21 June 2007

How well do you know your clients?

Do you know their interests and hobbies? More to the point, for financial advisors the question is how well you know your clients' families, observes Patricia J. Abram in Research Magazine. Do you know the names of their children? Their parents? Their pets?

Financial advisors seeking business success need a systematic discovery process, she says, but too few are acting consultatively enough even to know the basics about their clients' families. This is not only shocking — it's bad business.

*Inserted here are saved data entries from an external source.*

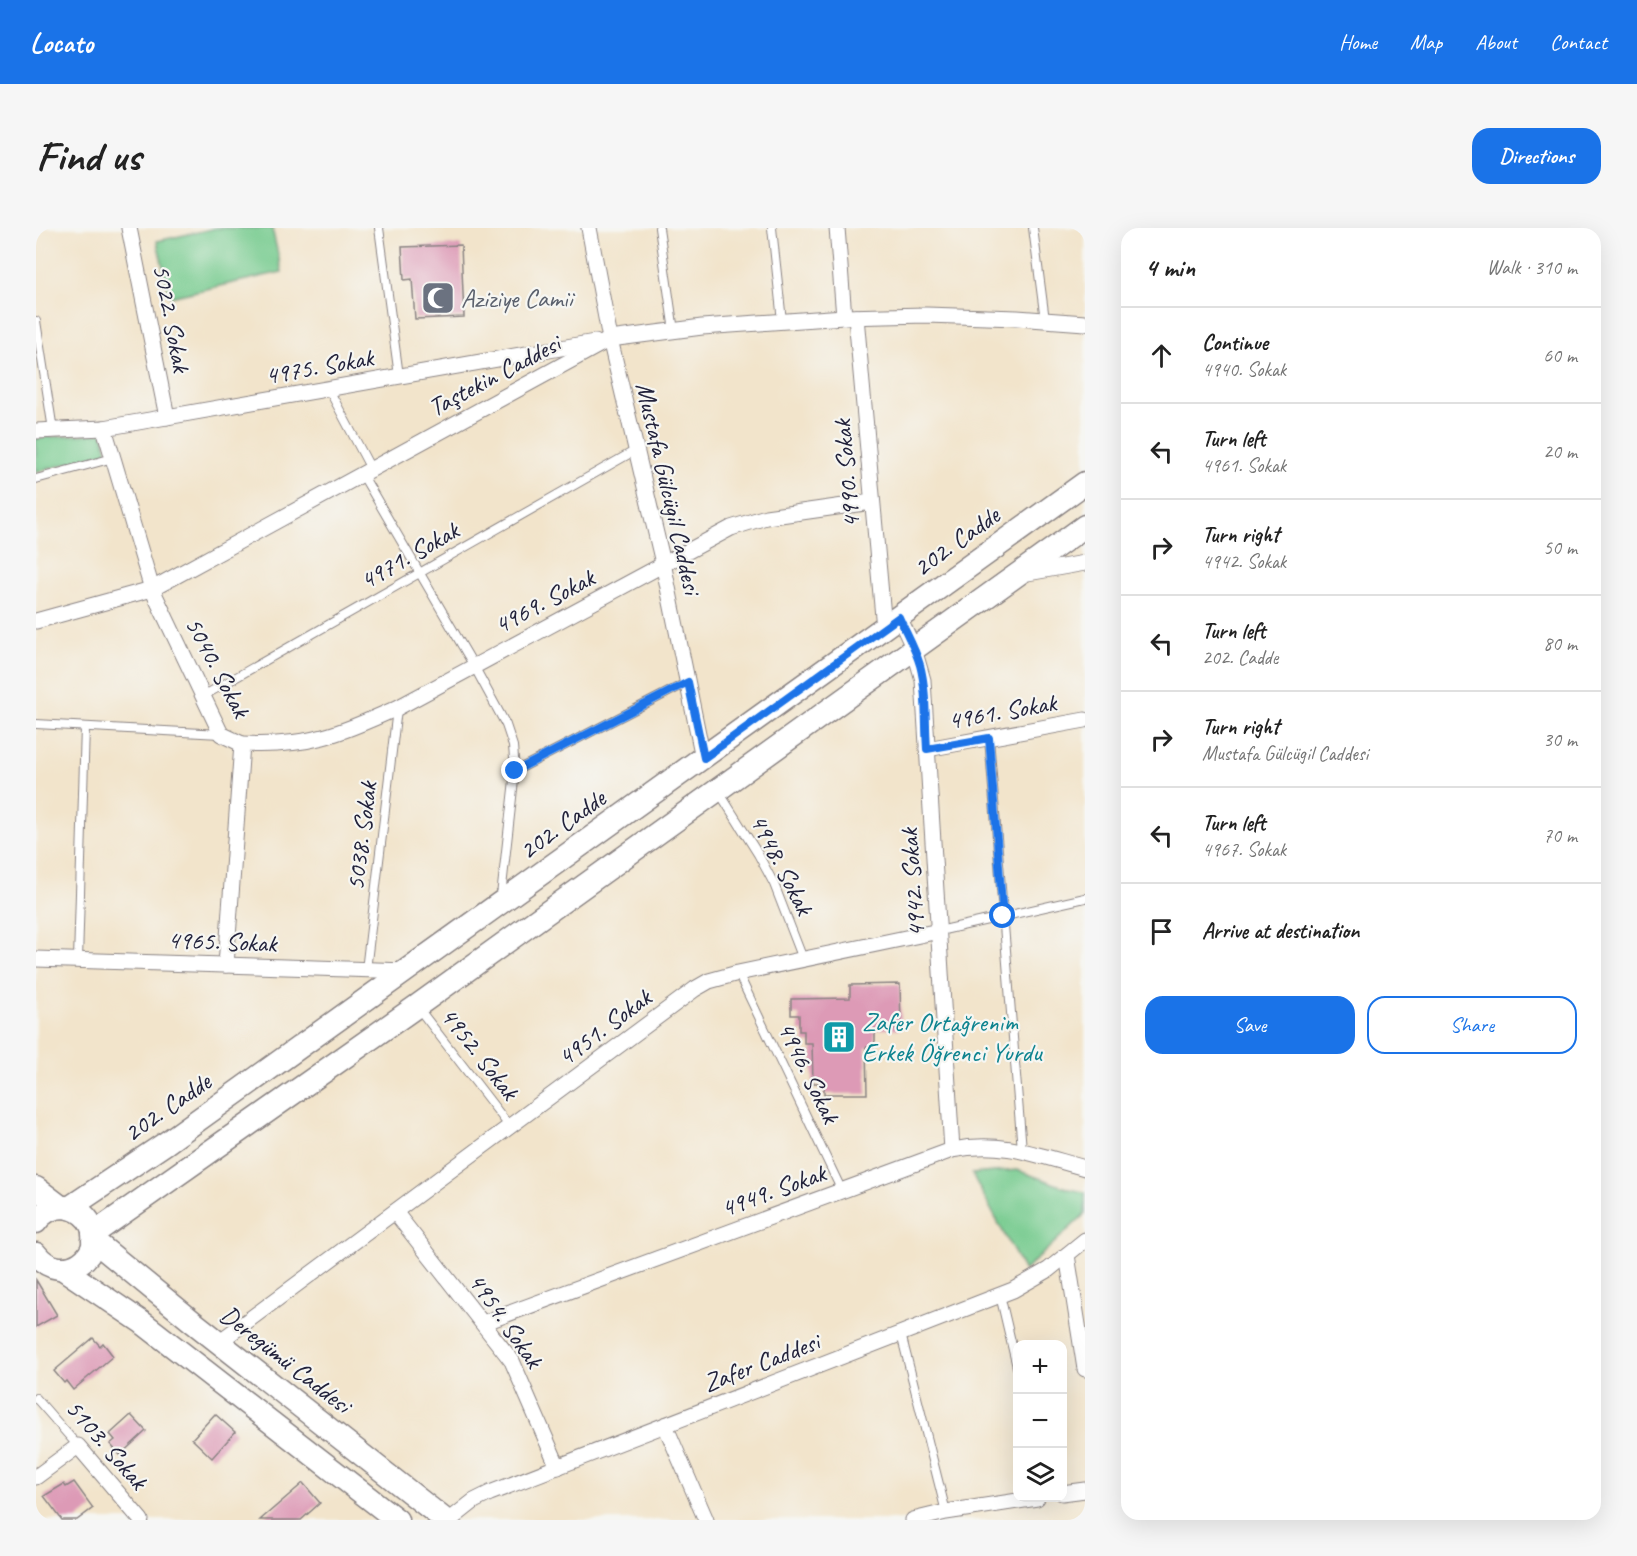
<!DOCTYPE html>
<html lang="en">
<head>
<meta charset="utf-8">
<style>
	body { margin:0; font-family:Caveat,sans-serif; background:#f6f6f6; color:#222 }
	.controls { position:absolute; right:18px; bottom:18px; display:grid; overflow:hidden; border-radius:12px; box-shadow:0 6px 24px #0002 }
	.controls button { width:54px; height:54px; display:grid; place-items:center; padding:0; border:0; border-bottom:2px solid #e0e0e0; background:#fff; color:#222; font:30px sans-serif }
	.stop { position:absolute; width:18px; height:18px; margin:-14px; border:4px solid #1a73e8; border-radius:50%; background:#fff }
	.stop.end { background:#1a73e8; border-color:#fff; box-shadow:0 2px 6px #0008 }
	.list { margin:0; padding:0; list-style:none }
	h2 { display:flex; justify-content:space-between; align-items:center; height:78px; margin:0; padding:0 24px; font-size:26px }
	h2 small { font-size:20px; font-weight:400; color:#767676 }
	.list li { display:grid; grid-template-columns:39px 1fr auto; gap:18px; align-items:center; box-sizing:border-box; height:96px; padding:0 24px; border-top:2px solid #e0e0e0 }
	.list b { display:block; font-size:22px; white-space:nowrap }
	.list p { margin:0; font-size:20px; white-space:nowrap; color:#767676 }
	.list em { font-size:20px; font-style:normal; color:#767676 }
	.actions { display:flex; gap:12px; padding:18px 24px }
	.actions a { flex:1; padding:14px 0; border:2px solid #1a73e8; border-radius:18px; text-align:center; font-size:21px; color:#1a73e8 }
	.actions .main { background:#1a73e8; color:#fff }
	.icon { flex:none; width:33px; height:33px; fill:none; stroke:currentColor; stroke-width:2; stroke-linecap:round; stroke-linejoin:round }
	.map { position:relative; flex:none; width:1049px; height:1292px; overflow:hidden; border-radius:18px }
	header { display:flex; align-items:center; gap:36px; box-sizing:border-box; height:84px; padding:0 30px; background:#1a73e8; color:#fff }
	header strong { font-size:28px }
	nav { display:flex; gap:33px; margin-inline-start:auto; font-size:21px }
	.intro { display:flex; align-items:center; justify-content:space-between; box-sizing:border-box; height:144px; padding:0 36px }
	h1 { margin:0; font-size:42px }
	.button { padding:15px 27px; border-radius:18px; background:#1a73e8; color:#fff; font-size:21px; font-weight:700 }
	main { display:flex; gap:36px; padding:0 36px }
	aside { flex:1; background:#fff; border-radius:18px; box-shadow:0 6px 24px #0002 }
	.map>svg:first-child { display:block }
	.green { fill:#75ca8d; stroke:#4c7664; stroke-width:1.5 }
	.building { fill:#dd9ab6 }
	.lines { fill:none; stroke-linecap:round; stroke-linejoin:round }
	.lane-casing { stroke:#8a8383; stroke-width:10 }
	.street-casing { stroke:#8a8383; stroke-width:17 }
	.secondary-casing { stroke:#8a8383; stroke-width:25 }
	.lane { stroke:#fff; stroke-width:8 }
	.street { stroke:#fff; stroke-width:15 }
	.secondary { stroke:#fff; stroke-width:22 }
	.route { stroke:#1a73e8; stroke-width:8 }
	.labels { text-anchor:middle; stroke-width:4.5; stroke-linejoin:round; paint-order:stroke }
	.worship-label { font-size:26px; fill:#5b616d; stroke:#f6f6f2; text-anchor:start }
	.street-label { font-size:26px; fill:#22223b; stroke:#f6f6f2 }
	.culture-label { font-size:26px; fill:#0d838f; stroke:#f6f6f2; text-anchor:start }
</style>
</head>
<body>
<header>
<strong>Locato</strong>
<nav><a>Home</a><a>Map</a><a>About</a><a>Contact</a></nav>
</header>
<div class="intro"><h1>Find us</h1><a class="button">Directions</a></div>
<main>
<div class="map">
<svg width="1049" height="1292" viewBox="0 0 1049 1292">
	<rect width="100%" height="100%" fill="#f6f6f2"/>
	<filter id="ink" filterUnits="userSpaceOnUse"><feTurbulence type="fractalNoise" baseFrequency=".0167" numOctaves="2"/><feDisplacementMap in="SourceGraphic" scale="12" xChannelSelector="R" yChannelSelector="G"/><feConvolveMatrix kernelMatrix="1 2 1 2 8 2 1 2 1" color-interpolation-filters="sRGB"/></filter>
	<filter id="wash" filterUnits="userSpaceOnUse"><feTurbulence type="fractalNoise" baseFrequency=".008" numOctaves="4" result="noise"/><feDisplacementMap in="SourceGraphic" scale="24" xChannelSelector="R" yChannelSelector="G"/><feGaussianBlur stdDeviation="1.35" result="paint"/><feColorMatrix in="noise" values="0 0 0 0 0 0 0 0 0 0 0 0 0 0 0 0 0 1.4 0 .05"/><feComposite in="paint" operator="in"/></filter>
	<g filter="url(#wash)">
		<rect width="100%" height="100%" fill="#f2e4cb"/>
		<!-- green -->
		<g class="green">
			<polygon points="180,0 236,0 246,44 134,69 121,13"/>
			<polygon points="67,205 71,225 0,244 0,210"/>
			<polygon points="981,942 1033,961 1049,964 1049,986 988,1043 936,946"/>
		</g>
		<g id="blocks">
			<!-- building -->
			<g class="building">
				<polygon points="425,17 428,89 379,91 376,51 368,52 366,19"/>
				<polygon points="864,756 865,801 839,801 839,819 830,819 831,866 788,866 788,855 777,855 776,815 768,815 768,803 763,803 763,787 755,787 755,771 814,770 814,757"/>
				<polygon points="0,1052 21,1087 0,1099"/>
				<polygon points="57,1110 64,1118 67,1115 77,1128 37,1162 30,1153 28,1155 18,1143"/>
				<polygon points="179,1186 199,1204 176,1230 156,1211"/>
				<polygon points="95,1187 110,1203 84,1227 74,1216 79,1212 74,1206"/>
				<polygon points="38,1254 57,1280 41,1292 26,1292 8,1268 28,1256 30,1259"/>
				<polygon points="267,1255 284,1275 265,1292 224,1292"/>
			</g>
		</g>
	</g>
	<g filter="url(#ink)">
		<use href="#blocks" fill-opacity="0" stroke="#8a8383" stroke-width="1.5"/>
		<g class="lines">
			<defs>
				<g id="lane">
					<polyline points="343,0 363,148"/>
					<polyline points="623,0 638,103"/>
					<polyline points="736,0 746,93"/>
					<polyline points="997,0 1009,92"/>
					<polyline points="0,93 17,202"/>
					<polyline points="292,160 335,241"/>
					<polyline points="326,246 438,438 470,497 477,518 479,543 465,668"/>
					<polyline points="0,251 77,230"/>
					<polyline points="167,468 600,222"/>
					<polyline points="0,496 184,506"/>
					<polyline points="953,510 986,922"/>
					<polyline points="479,543 652,454"/>
					<polyline points="683,564 722,626 738,656 767,731"/>
					<polyline points="903,703 1049,670"/>
					<polyline points="42,732 49,499"/>
					<polyline points="330,742 361,481"/>
					<polyline points="702,745 806,963"/>
					<polyline points="383,781 474,899"/>
					<polyline points="964,1067 981,1139"/>
					<polyline points="865,1106 910,1284"/>
					<polyline points="0,1170 42,1218"/>
				</g>
				<g id="street">
					<polyline points="93,0 131,189"/>
					<polyline points="553,0 574,111 627,335 667,530"/>
					<polyline points="801,0 808,89"/>
					<polyline points="820,89 848,400"/>
					<polyline points="68,200 116,361 185,506 206,516 190,737"/>
					<polyline points="0,203 68,200 559,114"/>
					<polyline points="986,346 1049,335"/>
					<polyline points="863,389 878,421 887,452 916,922"/>
					<polyline points="0,393 116,361 574,111 666,99 808,89 890,87 981,90 1049,95"/>
					<path d="M206 516C272 519 302 507 361 480L695 300 730 289 836 274"/>
					<polyline points="891,521 1049,492"/>
					<polyline points="0,731 371,743"/>
					<polyline points="359,984 476,1133 522,1239"/>
					<polyline points="1031,1027 1049,1141"/>
					<path d="M447 1095 916 922C966 912 1001 927 1049 940"/>
					<polyline points="183,1114 659,761 673,753 702,745 903,703"/>
					<polyline points="629,1197 670,1292"/>
					<polyline points="0,1249 42,1218 105,1292"/>
					<polyline points="1026,1265 1049,1262"/>
					<polyline points="414,1292 438,1273 454,1265 977,1062 1012,1042 1049,1012"/>
					<polyline points="877,1292 910,1284 1001,1270"/>
				</g>
				<g id="secondary">
					<polyline points="0,960 25,979"/>
					<polyline points="33,980 130,915 1049,255"/>
					<path d="M0 994C7 984 16 979 28 979 38 980 46 984 52 992 75 1026 26 1060 0 1026"/>
					<polyline points="57,1006 381,778 1049,298"/>
					<polyline points="57,1012 157,1094 409,1292"/>
					<polyline points="27,1041 107,1095 361,1292"/>
				</g>
			</defs>
			<!-- lane casing -->
			<use href="#lane" class="lane-casing"/>
			<!-- street casing -->
			<use href="#street" class="street-casing"/>
			<!-- secondary casing -->
			<use href="#secondary" class="secondary-casing"/>
			<!-- lane -->
			<use href="#lane" class="lane"/>
			<!-- street -->
			<use href="#street" class="street"/>
			<!-- secondary -->
			<use href="#secondary" class="secondary"/>
		</g>
	</g>
	<g class="lines" filter="url(#ink)">
		<!-- route -->
		<path class="route" d="M479 543 652 454 668 530 863 389C870 405 879 420 884 437 891 463 889 493 891 521L953 510 967 688"/>
	</g>
	<!-- icons -->
	<defs>
		<symbol id="mosque-square" viewBox="-11 -11 22 22"><rect x="-9" y="-9" width="18" height="18" rx="4" fill="#6b7280" stroke="#f6f6f2"/><path d="M3.5-4.9A6 6 0 1 0 3.5 4.9A5 5 0 1 1 3.5-4.9Z" fill="#fff"/></symbol>
		<symbol id="building-square" viewBox="-11 -11 22 22"><rect x="-9" y="-9" width="18" height="18" rx="4" fill="#0f9aa8" stroke="#f6f6f2"/><path d="M-4-6H4V6H1V3H-1V6H-4ZM-2.5-4.3h1.7v1.8h-1.7ZM.8-4.3h1.7v1.8H.8ZM-2.5-1h1.7V.8h-1.7ZM.8-1h1.7V.8H.8Z" fill="#fff"/></symbol>
	</defs>
	<g fill-rule="evenodd">
		<use href="#mosque-square" x="383" y="51" width="38" height="38"/>
		<use href="#building-square" x="784" y="790" width="38" height="38"/>
	</g>
	<g class="labels">
		<!-- worship labels -->
		<g class="worship-label">
			<text x="425" y="79">Aziziye Camii</text>
		</g>
		<!-- street labels -->
		<g class="street-label">
			<text transform="translate(136 90) rotate(79)" y="9">5022. Sokak</text>
			<text transform="translate(283 138) rotate(-10)" y="9">4975. Sokak</text>
			<text transform="translate(458 147) rotate(-28)" y="9">Taştekin Caddesi</text>
			<text transform="translate(810 246) rotate(-95)" y="9">4990. Sokak</text>
			<text transform="translate(633 260) rotate(77)" y="9">Mustafa Gülcügil Caddesi</text>
			<text transform="translate(920 313) rotate(-36)" y="9">202. Cadde</text>
			<text transform="translate(373 327) rotate(-30)" y="9">4971. Sokak</text>
			<text transform="translate(508 373) rotate(-28)" y="9">4969. Sokak</text>
			<text transform="translate(182 439) rotate(62)" y="9">5040. Sokak</text>
			<text transform="translate(966 483) rotate(-10)" y="9">4961. Sokak</text>
			<text transform="translate(526 596) rotate(-36)" y="9">202. Cadde</text>
			<text transform="translate(325 608) rotate(-83)" y="9">5038. Sokak</text>
			<text transform="translate(746 636) rotate(63)" y="9">4948. Sokak</text>
			<text transform="translate(876 655) rotate(-94)" y="9">4942. Sokak</text>
			<text transform="translate(186 713) rotate(2)" y="9">4965. Sokak</text>
			<text transform="translate(568 799) rotate(-37)" y="9">4951. Sokak</text>
			<text transform="translate(444 825) rotate(52)" y="9">4952. Sokak</text>
			<text transform="translate(773 844) rotate(64)" y="9">4946. Sokak</text>
			<text transform="translate(131 879) rotate(-35)" y="9">202. Cadde</text>
			<text transform="translate(737 962) rotate(-20)" y="9">4949. Sokak</text>
			<text transform="translate(470 1092) rotate(55)" y="9">4954. Sokak</text>
			<text transform="translate(250 1131) rotate(38)" y="9">Deregümü Caddesi</text>
			<text transform="translate(725 1134) rotate(-21)" y="9">Zafer Caddesi</text>
			<text transform="translate(71 1216) rotate(49)" y="9">5103. Sokak</text>
		</g>
		<!-- culture labels -->
		<g class="culture-label">
			<text x="826" y="803">Zafer Ortağrenim<tspan x="826" dy="30">Erkek Öğrenci Yurdu</tspan></text>
		</g>
	</g>
</svg>
<div class="controls">
<button>+</button>
<button>−</button>
<button><svg class="icon" aria-label="layers" viewBox="0 0 24 24"><path d="M12 4l9 5-9 5-9-5zM3 14l9 5 9-5"/></svg></button>
</div>
<div class="stop" style="left:967px;top:688px"></div>
<div class="stop end" style="left:479px;top:543px"></div>
</div>
<aside>
<h2>4 min<small>Walk · 310 m</small></h2>
<ul class="list">
<li><svg class="icon" aria-label="ahead" viewBox="0 0 24 24"><path d="M12 20V5M6 11l6-6 6 6"/></svg><div><b>Continue</b><p>4940. Sokak</p></div><em>60 m</em></li>
<li><svg class="icon" aria-label="left" viewBox="0 0 24 24"><path d="M17 20v-9H6M10 6l-5 5 5 5"/></svg><div><b>Turn left</b><p>4961. Sokak</p></div><em>20 m</em></li>
<li><svg class="icon" aria-label="right" viewBox="0 0 24 24"><path d="M7 20v-9h11M14 6l5 5-5 5"/></svg><div><b>Turn right</b><p>4942. Sokak</p></div><em>50 m</em></li>
<li><svg class="icon" aria-label="left" viewBox="0 0 24 24"><path d="M17 20v-9H6M10 6l-5 5 5 5"/></svg><div><b>Turn left</b><p>202. Cadde</p></div><em>80 m</em></li>
<li><svg class="icon" aria-label="right" viewBox="0 0 24 24"><path d="M7 20v-9h11M14 6l5 5-5 5"/></svg><div><b>Turn right</b><p>Mustafa Gülcügil Caddesi</p></div><em>30 m</em></li>
<li><svg class="icon" aria-label="left" viewBox="0 0 24 24"><path d="M17 20v-9H6M10 6l-5 5 5 5"/></svg><div><b>Turn left</b><p>4967. Sokak</p></div><em>70 m</em></li>
<li><svg class="icon" aria-label="arrive" viewBox="0 0 24 24"><path d="M6 21V4h12l-3 4 3 4H6"/></svg><div><b>Arrive at destination</b></div></li>
</ul>
<div class="actions"><a class="main">Save</a><a>Share</a></div>
</aside>
</main>
</body>
</html>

Abram lays out a process from CEG Worldwide that consists of five client meetings, including three initial meetings and two followup monitoring meetings. The idea is to learn about children, grandchildren, parents, pets, interests, and "everything else that is important to their financial lives." The takeaway is this: a recommended minimum of twenty-four non-investment focused client contacts a year. This system has the potential to generate a great deal of knowledge that most advisors simply do not have. Advisors are coming up short in their personal willingness or their professional capacity to know their own clients on a basic, let alone an in-depth, level of effectiveness.

Instead of "systematic discovery process," I would like to think of this approach as common sense and empathy. But it's true that the scale of business has grown to the point where personal contact is at a premium and that new ways are needed for the client to share personal information in a sane and safe way, and for the advisor to receive it and use it to help the client achieve his and her dreams.